• [The data]
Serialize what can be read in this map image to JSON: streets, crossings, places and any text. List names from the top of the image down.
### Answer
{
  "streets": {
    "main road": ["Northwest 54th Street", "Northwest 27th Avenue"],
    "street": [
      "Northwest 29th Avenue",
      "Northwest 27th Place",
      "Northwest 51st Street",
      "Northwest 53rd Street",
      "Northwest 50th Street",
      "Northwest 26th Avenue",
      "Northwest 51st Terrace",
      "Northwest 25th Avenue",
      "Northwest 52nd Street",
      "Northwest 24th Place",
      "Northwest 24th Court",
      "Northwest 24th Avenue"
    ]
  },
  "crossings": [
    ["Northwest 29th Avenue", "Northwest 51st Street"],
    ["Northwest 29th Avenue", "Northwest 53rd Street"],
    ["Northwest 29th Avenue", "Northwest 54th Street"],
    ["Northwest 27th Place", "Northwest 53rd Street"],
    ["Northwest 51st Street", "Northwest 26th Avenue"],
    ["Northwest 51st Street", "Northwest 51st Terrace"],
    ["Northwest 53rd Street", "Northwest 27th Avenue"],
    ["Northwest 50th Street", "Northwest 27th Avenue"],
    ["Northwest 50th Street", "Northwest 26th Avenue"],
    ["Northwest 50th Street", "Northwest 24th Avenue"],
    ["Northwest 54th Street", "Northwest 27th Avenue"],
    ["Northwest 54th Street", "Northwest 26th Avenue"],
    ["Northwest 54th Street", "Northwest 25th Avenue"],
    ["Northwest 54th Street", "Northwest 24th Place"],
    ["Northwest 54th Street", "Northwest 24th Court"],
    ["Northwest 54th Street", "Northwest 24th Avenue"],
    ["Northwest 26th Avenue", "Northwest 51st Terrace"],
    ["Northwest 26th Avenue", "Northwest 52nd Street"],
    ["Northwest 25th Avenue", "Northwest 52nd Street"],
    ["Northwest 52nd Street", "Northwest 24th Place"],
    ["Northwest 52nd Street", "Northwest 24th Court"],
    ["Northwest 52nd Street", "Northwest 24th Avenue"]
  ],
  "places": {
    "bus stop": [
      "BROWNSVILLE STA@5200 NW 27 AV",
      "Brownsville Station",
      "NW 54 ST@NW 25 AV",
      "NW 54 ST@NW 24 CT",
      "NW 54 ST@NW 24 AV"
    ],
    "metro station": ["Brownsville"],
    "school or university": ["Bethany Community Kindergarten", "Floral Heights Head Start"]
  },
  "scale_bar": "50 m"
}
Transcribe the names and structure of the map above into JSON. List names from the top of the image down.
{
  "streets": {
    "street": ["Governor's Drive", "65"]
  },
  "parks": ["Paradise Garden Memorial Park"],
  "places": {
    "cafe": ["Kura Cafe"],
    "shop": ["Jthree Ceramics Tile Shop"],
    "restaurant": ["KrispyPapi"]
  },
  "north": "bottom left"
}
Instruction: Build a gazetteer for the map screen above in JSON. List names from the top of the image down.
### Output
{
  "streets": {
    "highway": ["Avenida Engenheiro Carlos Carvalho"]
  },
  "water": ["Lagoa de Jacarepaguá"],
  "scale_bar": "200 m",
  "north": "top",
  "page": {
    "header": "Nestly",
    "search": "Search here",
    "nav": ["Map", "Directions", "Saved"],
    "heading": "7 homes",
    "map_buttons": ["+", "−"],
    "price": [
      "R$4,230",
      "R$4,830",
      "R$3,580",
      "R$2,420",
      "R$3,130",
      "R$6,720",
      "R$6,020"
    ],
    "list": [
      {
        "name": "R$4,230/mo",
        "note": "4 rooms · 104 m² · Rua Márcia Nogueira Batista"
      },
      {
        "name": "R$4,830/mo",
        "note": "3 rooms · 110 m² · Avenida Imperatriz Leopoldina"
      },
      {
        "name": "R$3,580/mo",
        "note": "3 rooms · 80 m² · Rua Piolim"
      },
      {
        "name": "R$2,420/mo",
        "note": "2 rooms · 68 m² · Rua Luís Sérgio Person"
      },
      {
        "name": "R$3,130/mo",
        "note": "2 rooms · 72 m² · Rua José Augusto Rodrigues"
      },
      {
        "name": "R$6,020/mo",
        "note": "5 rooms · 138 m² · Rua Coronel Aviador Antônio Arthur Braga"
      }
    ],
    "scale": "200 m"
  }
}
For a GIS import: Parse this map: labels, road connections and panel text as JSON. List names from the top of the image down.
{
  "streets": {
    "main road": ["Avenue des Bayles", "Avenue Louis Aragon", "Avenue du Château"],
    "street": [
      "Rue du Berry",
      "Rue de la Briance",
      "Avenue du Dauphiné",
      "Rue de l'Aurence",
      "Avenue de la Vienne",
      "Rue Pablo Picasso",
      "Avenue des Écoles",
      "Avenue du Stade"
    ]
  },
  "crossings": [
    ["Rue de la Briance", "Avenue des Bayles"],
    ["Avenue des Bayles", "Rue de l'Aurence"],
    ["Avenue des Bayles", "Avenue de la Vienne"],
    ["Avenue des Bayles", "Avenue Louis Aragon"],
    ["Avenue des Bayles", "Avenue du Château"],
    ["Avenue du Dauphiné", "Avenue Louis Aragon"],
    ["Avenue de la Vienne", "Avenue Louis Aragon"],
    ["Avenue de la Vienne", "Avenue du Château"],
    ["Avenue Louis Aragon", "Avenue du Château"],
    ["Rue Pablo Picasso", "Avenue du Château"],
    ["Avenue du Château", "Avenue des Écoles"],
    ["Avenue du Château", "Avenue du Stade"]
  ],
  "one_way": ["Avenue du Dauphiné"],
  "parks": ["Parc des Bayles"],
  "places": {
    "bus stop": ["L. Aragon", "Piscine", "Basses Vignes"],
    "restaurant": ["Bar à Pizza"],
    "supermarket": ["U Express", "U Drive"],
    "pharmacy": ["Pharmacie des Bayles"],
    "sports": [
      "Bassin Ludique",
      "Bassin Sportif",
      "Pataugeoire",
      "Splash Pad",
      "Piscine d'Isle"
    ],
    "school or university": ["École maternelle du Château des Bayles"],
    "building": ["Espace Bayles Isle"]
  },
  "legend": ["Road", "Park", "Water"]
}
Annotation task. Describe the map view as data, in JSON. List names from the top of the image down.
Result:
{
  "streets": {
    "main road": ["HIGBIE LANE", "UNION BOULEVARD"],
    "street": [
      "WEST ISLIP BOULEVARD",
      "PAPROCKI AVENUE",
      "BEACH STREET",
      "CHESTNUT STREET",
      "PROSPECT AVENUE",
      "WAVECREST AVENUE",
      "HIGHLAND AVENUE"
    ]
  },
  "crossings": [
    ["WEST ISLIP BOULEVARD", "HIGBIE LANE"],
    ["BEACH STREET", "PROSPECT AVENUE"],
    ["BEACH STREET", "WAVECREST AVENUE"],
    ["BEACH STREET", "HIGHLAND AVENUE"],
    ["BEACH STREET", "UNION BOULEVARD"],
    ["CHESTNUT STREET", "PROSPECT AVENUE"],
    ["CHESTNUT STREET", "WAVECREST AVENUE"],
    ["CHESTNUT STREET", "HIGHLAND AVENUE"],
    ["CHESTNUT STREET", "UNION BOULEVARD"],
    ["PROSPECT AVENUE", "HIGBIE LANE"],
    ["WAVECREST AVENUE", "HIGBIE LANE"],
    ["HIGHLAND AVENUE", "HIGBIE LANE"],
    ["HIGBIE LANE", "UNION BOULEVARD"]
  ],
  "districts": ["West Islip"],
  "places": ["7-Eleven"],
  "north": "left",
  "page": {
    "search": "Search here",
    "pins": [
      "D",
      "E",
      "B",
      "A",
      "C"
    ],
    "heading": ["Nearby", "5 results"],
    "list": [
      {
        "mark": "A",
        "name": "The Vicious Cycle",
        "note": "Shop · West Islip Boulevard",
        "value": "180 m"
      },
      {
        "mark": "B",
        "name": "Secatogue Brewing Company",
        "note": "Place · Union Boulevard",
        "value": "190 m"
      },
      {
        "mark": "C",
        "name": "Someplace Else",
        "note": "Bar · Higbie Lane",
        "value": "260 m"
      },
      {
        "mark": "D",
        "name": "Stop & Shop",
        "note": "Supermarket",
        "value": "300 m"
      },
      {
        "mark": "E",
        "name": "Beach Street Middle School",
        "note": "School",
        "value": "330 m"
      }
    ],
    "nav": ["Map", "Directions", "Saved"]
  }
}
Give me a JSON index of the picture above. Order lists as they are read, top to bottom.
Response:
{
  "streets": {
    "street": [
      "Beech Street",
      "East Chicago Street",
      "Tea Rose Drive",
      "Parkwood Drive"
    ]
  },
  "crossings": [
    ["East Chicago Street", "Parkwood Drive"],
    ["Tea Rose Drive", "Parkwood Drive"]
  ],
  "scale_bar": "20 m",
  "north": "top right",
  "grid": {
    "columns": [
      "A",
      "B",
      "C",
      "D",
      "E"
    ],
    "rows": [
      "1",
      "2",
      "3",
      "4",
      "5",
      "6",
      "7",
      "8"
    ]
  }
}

• [Work item] Your answer should be each line from the entries that includes the string "Vienne".

• [Response to this exercise]
      "Avenue de la Vienne",
    ["Avenue des Bayles", "Avenue de la Vienne"],
    ["Avenue de la Vienne", "Avenue Louis Aragon"],
    ["Avenue de la Vienne", "Avenue du Château"],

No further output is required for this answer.